18À l’opposé, le personnel des services de soins n’a pas de connaissances précises sur les dispositions à prendre pour le décès des personnes de confession musulmane. Les familles se trouvent isolées au moment du décès tant qu’elles n’ont pas rencontré des professionnels spécialisés. Les spécialistes du funéraire musulman ont un accueil 24 heures sur 24. Les familles ont souvent anticipé le décès de longue date en se cotisant pour le rapatriement du corps et ont déjà prévu l’organisation de la toilette.

19Au CHU quand un patient musulman décède, l’aumônier peut assister la famille du défunt lors des ablutions mortuaires et de la prière selon le rite musulman. Une équipe spécialisée sous la tutelle du mufti officiel du Sud-Ouest peut l’accompagner dans les étapes techniques et administratives.

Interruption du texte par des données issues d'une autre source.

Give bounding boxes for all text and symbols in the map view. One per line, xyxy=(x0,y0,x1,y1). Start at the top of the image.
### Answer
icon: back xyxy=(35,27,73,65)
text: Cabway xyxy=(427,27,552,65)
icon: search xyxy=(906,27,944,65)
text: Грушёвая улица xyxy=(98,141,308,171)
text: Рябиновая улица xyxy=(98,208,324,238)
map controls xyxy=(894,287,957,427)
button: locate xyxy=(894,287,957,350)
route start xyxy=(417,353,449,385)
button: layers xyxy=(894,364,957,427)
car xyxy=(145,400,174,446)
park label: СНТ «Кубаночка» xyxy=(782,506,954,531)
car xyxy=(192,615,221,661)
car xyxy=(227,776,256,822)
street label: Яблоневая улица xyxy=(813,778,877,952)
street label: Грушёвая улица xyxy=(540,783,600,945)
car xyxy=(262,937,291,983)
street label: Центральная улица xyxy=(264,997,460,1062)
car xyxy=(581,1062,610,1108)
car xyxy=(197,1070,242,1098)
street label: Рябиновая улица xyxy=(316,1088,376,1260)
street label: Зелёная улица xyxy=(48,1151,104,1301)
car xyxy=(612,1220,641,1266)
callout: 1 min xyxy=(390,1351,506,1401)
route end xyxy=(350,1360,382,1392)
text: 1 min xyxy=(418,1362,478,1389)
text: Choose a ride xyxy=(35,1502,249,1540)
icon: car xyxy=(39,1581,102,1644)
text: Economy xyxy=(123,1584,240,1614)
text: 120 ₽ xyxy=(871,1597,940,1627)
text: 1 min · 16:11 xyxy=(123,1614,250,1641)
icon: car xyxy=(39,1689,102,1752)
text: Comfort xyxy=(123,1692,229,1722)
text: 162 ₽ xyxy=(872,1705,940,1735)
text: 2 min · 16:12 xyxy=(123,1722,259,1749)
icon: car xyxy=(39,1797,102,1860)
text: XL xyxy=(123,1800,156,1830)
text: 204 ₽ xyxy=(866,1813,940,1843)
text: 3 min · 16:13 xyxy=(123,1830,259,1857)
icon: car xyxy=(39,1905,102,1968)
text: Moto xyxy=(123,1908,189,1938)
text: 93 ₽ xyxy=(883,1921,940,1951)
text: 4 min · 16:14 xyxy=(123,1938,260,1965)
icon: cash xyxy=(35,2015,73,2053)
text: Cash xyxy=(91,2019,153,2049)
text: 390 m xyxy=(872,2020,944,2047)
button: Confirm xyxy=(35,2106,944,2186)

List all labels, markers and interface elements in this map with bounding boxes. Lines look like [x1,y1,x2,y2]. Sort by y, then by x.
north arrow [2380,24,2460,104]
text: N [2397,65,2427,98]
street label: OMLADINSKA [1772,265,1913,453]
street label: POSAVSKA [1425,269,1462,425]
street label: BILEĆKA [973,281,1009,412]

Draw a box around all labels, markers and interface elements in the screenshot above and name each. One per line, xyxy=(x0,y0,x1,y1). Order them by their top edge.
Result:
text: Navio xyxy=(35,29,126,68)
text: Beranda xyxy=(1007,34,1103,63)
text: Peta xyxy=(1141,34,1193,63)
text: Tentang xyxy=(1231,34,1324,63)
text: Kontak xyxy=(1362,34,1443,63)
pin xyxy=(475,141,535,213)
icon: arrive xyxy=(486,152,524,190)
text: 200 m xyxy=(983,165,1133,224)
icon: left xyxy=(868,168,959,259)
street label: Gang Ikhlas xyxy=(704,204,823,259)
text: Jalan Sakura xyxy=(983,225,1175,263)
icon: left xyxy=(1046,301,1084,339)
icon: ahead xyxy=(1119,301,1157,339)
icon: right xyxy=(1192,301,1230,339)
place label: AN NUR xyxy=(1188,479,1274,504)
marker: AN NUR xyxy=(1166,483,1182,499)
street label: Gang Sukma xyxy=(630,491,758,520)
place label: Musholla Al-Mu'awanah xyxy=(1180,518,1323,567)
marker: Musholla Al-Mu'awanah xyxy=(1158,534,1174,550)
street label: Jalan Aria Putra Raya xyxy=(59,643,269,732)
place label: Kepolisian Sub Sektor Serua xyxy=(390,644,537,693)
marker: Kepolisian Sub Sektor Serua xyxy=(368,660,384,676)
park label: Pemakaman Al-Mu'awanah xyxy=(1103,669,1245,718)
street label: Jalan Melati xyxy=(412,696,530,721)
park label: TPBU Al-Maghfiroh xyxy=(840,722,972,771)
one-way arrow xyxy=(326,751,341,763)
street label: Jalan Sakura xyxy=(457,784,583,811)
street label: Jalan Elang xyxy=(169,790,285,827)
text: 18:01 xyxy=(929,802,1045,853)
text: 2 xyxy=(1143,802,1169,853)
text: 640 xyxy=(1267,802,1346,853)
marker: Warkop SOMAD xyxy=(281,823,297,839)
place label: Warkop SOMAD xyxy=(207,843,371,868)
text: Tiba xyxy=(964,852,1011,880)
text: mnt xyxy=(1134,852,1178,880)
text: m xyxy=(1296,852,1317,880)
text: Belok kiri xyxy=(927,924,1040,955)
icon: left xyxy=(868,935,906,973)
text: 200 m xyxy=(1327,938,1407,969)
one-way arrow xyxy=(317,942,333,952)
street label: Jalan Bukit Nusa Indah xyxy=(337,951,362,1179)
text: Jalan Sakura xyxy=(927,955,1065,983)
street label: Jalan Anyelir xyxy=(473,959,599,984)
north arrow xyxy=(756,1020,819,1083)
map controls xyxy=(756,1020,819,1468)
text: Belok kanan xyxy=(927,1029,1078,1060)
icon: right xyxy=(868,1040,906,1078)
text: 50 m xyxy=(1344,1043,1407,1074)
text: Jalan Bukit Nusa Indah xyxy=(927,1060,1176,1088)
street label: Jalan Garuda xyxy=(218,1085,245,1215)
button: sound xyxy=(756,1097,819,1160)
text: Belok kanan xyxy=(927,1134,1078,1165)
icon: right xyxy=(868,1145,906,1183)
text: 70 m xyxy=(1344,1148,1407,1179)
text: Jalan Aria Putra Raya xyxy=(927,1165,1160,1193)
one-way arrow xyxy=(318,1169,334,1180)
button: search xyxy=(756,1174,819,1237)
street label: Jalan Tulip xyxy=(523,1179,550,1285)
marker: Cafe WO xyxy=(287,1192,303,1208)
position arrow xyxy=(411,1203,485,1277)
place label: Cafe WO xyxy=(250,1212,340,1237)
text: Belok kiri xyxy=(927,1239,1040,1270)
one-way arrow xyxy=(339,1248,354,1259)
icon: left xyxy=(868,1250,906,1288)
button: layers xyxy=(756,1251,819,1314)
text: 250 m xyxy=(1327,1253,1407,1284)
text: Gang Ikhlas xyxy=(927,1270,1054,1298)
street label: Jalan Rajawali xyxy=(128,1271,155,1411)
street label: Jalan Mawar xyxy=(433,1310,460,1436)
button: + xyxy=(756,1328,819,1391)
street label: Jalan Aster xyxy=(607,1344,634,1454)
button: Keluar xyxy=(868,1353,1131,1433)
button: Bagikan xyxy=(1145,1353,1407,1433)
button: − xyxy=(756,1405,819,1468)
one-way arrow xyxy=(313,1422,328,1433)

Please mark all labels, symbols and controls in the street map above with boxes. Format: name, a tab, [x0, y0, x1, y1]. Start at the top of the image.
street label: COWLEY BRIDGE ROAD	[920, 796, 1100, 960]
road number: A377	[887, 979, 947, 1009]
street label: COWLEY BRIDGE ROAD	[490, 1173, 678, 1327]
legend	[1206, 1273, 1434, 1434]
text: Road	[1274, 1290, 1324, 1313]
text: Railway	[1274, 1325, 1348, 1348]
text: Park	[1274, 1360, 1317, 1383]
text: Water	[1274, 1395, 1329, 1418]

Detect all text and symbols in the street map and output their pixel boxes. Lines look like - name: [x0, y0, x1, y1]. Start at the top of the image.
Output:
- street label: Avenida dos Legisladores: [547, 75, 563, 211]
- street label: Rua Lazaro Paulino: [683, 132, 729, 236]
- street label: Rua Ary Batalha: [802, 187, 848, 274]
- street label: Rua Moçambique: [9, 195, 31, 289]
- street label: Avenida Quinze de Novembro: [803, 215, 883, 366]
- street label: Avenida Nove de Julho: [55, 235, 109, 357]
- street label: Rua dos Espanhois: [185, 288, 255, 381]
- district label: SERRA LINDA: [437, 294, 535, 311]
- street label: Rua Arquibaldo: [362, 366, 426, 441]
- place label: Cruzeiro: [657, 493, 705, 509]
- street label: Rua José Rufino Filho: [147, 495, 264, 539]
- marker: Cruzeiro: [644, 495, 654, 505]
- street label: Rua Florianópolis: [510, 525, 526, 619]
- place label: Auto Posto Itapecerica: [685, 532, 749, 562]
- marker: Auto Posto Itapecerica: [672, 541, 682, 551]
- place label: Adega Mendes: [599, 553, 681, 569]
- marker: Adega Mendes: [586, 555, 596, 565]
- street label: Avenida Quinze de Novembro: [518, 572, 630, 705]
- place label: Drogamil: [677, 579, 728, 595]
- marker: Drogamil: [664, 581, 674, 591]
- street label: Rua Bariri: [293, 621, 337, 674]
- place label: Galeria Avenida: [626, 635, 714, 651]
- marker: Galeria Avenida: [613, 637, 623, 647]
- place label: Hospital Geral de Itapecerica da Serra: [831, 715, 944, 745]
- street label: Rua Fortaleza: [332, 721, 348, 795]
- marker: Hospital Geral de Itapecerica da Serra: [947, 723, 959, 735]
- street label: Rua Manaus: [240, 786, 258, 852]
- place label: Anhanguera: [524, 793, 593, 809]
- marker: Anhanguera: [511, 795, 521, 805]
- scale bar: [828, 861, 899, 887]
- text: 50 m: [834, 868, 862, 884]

Droits des patients et déontologie 

20Les différents codes de déontologie des professions de santé érigent en devoir fondamental le respect de la dignité de la personne, au même titre que le respect de la vie.

21Pour les médecins, l’article 2 dit : “Le médecin, au service de l’individu et de la santé publique, exerce sa mission dans le respect de la vie humaine, de la personne et de sa dignité. Le respect dû à la personne ne cesse pas de s’imposer après la mort” (R-4127-2 CSP).

22La dignité est considérée comme intrinsèque à tout être humain qui doit être soigné avec la même conscience, sans distinction selon l’état de santé ou le handicap, et sans discrimination sur son origine, ses mœurs, sa situation de famille, son appartenance ou non à une ethnie, une nation, une religion (art. R 4127-7 CSP). En fin de vie, le médecin doit accompagner le mourant, assurer la qualité d’une vie qui prend fin et sauvegarder la dignité (art. R 4127-38 CSP). Les infirmiers ont les mêmes devoirs que les médecins, ils agissent dans le cadre de leur rôle propre et ont toute latitude pour fournir des soins respectueux (art. R 4311-3 CSP). La loi du 4 mars 2002 sur les droits des malades a repris ces principaux devoirs en les transposant en droits pour les patients : le droit au respect de la dignité (art. L 1110-2), à la non-discrimination (L 1110-3) et au respect de la vie privée (L 1110-4).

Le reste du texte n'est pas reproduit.